Work task => Filter by the string "halo": return the lines of the material that contain it.

Extracted information =>
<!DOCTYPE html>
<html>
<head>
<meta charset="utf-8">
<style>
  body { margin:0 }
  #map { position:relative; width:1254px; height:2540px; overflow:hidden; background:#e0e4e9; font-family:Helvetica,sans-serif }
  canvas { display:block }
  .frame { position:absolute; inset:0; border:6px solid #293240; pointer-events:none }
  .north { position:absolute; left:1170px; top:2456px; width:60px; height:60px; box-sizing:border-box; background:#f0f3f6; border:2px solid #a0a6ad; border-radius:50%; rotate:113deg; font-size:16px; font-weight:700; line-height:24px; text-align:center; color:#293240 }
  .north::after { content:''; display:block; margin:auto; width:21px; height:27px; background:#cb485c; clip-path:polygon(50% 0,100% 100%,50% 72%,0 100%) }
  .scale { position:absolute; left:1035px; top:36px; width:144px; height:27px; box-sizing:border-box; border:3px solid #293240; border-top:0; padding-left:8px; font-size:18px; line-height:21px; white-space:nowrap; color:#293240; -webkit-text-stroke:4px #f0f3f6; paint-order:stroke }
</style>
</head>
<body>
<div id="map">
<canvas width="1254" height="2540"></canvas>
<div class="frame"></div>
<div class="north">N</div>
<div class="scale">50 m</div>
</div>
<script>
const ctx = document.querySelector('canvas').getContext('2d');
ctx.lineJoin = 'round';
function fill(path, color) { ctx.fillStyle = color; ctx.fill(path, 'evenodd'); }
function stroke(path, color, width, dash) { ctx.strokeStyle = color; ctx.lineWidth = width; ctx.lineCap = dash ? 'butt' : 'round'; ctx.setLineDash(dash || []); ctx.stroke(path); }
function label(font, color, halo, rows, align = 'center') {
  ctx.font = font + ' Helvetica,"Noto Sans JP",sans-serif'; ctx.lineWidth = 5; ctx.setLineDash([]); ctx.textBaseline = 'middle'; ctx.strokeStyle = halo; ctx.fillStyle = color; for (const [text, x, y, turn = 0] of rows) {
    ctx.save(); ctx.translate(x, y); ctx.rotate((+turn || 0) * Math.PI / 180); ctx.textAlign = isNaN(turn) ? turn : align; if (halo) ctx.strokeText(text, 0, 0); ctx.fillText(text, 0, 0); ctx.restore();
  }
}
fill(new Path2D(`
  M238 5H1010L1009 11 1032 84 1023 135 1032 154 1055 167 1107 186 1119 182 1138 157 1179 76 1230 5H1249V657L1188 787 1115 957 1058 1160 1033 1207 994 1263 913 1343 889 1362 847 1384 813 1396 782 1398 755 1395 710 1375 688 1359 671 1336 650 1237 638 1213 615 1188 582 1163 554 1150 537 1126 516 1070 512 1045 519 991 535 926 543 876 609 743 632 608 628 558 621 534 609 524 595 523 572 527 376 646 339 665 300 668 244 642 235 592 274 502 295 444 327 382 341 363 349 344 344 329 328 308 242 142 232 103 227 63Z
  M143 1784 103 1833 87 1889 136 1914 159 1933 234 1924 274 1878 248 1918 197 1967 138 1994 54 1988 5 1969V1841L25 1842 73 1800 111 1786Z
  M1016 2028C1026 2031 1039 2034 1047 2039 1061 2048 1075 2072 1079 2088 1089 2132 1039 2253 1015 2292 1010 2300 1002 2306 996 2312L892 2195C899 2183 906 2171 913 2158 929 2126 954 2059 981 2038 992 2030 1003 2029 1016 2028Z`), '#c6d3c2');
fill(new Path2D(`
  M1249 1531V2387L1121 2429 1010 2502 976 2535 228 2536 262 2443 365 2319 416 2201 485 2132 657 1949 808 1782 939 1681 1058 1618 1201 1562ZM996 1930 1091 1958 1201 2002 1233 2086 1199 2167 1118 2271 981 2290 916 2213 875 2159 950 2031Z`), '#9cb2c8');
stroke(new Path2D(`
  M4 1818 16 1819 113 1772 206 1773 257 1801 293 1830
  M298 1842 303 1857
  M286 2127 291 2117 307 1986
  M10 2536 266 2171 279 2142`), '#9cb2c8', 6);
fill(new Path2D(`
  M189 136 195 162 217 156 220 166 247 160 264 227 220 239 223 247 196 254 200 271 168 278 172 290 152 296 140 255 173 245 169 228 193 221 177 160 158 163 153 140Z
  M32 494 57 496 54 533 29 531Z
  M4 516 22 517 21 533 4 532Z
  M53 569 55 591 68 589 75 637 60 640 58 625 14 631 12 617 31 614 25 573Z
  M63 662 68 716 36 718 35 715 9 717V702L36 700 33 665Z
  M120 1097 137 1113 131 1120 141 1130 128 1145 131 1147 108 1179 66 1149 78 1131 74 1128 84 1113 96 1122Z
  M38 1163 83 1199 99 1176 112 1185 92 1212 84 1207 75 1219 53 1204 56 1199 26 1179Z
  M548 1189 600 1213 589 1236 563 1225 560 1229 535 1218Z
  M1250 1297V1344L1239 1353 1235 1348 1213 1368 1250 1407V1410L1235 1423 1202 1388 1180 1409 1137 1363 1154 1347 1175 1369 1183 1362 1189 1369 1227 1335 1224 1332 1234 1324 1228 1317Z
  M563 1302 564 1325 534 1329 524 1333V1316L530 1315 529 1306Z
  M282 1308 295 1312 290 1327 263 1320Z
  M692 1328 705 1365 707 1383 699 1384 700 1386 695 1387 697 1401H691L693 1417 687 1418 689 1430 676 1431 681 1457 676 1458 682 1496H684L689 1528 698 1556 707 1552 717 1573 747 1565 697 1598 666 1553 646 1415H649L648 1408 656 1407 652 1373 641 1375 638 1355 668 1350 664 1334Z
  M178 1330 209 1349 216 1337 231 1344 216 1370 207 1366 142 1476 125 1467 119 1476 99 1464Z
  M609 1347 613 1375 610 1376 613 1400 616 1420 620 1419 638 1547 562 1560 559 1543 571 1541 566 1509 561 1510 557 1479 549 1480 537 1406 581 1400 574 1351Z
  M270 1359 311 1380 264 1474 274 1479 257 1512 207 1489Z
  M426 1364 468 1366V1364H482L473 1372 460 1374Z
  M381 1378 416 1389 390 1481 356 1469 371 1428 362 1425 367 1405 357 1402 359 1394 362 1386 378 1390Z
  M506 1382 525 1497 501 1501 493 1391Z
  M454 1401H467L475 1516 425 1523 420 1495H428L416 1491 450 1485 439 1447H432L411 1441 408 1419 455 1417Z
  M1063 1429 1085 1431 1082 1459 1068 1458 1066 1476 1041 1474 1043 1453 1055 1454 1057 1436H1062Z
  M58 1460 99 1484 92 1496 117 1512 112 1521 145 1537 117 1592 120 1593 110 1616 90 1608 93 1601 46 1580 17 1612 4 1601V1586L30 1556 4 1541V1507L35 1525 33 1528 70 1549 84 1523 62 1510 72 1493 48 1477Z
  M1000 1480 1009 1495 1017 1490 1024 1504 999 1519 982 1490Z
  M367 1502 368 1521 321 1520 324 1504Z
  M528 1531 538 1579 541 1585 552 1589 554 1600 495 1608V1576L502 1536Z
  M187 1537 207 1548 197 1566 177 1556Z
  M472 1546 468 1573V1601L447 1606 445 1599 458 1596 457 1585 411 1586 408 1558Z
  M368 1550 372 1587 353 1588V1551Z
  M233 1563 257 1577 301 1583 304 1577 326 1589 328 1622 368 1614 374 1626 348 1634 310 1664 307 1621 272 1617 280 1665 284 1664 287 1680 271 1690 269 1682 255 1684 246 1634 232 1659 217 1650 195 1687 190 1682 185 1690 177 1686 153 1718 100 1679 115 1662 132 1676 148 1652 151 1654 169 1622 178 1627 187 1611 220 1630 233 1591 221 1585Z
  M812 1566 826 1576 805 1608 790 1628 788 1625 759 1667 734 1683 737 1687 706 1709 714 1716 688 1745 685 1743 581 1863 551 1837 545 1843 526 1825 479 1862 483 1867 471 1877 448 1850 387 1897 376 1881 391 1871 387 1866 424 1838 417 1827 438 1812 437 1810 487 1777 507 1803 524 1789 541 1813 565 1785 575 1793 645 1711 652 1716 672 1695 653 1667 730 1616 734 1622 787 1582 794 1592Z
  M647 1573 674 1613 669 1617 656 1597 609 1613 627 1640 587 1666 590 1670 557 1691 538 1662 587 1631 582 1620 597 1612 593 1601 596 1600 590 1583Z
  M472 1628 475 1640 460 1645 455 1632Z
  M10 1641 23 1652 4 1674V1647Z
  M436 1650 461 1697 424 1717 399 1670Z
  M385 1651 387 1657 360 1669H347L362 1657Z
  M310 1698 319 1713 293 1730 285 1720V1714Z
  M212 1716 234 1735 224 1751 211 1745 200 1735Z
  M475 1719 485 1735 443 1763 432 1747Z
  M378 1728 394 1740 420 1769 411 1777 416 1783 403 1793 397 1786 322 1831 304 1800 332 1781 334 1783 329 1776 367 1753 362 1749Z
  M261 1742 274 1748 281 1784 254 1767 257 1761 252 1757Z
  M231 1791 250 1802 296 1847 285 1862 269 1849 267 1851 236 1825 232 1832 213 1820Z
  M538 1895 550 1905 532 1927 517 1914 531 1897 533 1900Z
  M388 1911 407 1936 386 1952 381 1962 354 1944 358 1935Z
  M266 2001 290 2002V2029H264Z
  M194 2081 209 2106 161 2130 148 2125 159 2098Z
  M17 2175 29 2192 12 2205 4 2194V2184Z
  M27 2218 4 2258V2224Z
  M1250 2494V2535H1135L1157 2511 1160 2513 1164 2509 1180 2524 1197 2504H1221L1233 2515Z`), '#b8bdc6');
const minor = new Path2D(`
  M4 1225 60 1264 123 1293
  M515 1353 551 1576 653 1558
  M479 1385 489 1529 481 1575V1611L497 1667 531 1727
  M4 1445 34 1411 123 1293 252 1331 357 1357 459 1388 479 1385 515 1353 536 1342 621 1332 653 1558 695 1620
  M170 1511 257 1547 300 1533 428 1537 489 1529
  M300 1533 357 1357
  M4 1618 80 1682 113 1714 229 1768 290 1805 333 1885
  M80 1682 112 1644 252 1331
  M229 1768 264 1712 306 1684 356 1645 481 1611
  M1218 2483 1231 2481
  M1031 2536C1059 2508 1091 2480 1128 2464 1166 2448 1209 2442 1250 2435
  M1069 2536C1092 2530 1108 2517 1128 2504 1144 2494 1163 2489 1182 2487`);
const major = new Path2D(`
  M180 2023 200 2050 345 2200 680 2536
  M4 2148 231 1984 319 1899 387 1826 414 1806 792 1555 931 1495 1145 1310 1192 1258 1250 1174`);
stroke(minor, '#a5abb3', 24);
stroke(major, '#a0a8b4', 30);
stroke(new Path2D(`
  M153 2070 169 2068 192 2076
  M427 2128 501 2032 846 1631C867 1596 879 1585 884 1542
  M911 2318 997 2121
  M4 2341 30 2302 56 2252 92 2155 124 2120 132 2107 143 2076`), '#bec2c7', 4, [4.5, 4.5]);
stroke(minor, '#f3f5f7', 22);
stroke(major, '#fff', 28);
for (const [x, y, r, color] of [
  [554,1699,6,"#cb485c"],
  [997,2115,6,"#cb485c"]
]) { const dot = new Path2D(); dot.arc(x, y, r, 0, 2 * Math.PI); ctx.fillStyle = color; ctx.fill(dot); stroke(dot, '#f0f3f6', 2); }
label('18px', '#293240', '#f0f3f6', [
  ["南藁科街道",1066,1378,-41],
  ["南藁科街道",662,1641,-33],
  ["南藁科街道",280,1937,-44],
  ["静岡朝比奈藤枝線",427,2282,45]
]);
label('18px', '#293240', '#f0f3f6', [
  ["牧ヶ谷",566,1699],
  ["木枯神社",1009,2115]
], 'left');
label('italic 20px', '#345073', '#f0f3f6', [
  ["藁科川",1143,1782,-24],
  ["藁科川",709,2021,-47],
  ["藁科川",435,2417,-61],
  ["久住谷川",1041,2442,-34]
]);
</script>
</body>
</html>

The answer =>
function label(font, color, halo, rows, align = 'center') {
  ctx.font = font + ' Helvetica,"Noto Sans JP",sans-serif'; ctx.lineWidth = 5; ctx.setLineDash([]); ctx.textBaseline = 'middle'; ctx.strokeStyle = halo; ctx.fillStyle = color; for (const [text, x, y, turn = 0] of rows) {
    ctx.save(); ctx.translate(x, y); ctx.rotate((+turn || 0) * Math.PI / 180); ctx.textAlign = isNaN(turn) ? turn : align; if (halo) ctx.strokeText(text, 0, 0); ctx.fillText(text, 0, 0); ctx.restore();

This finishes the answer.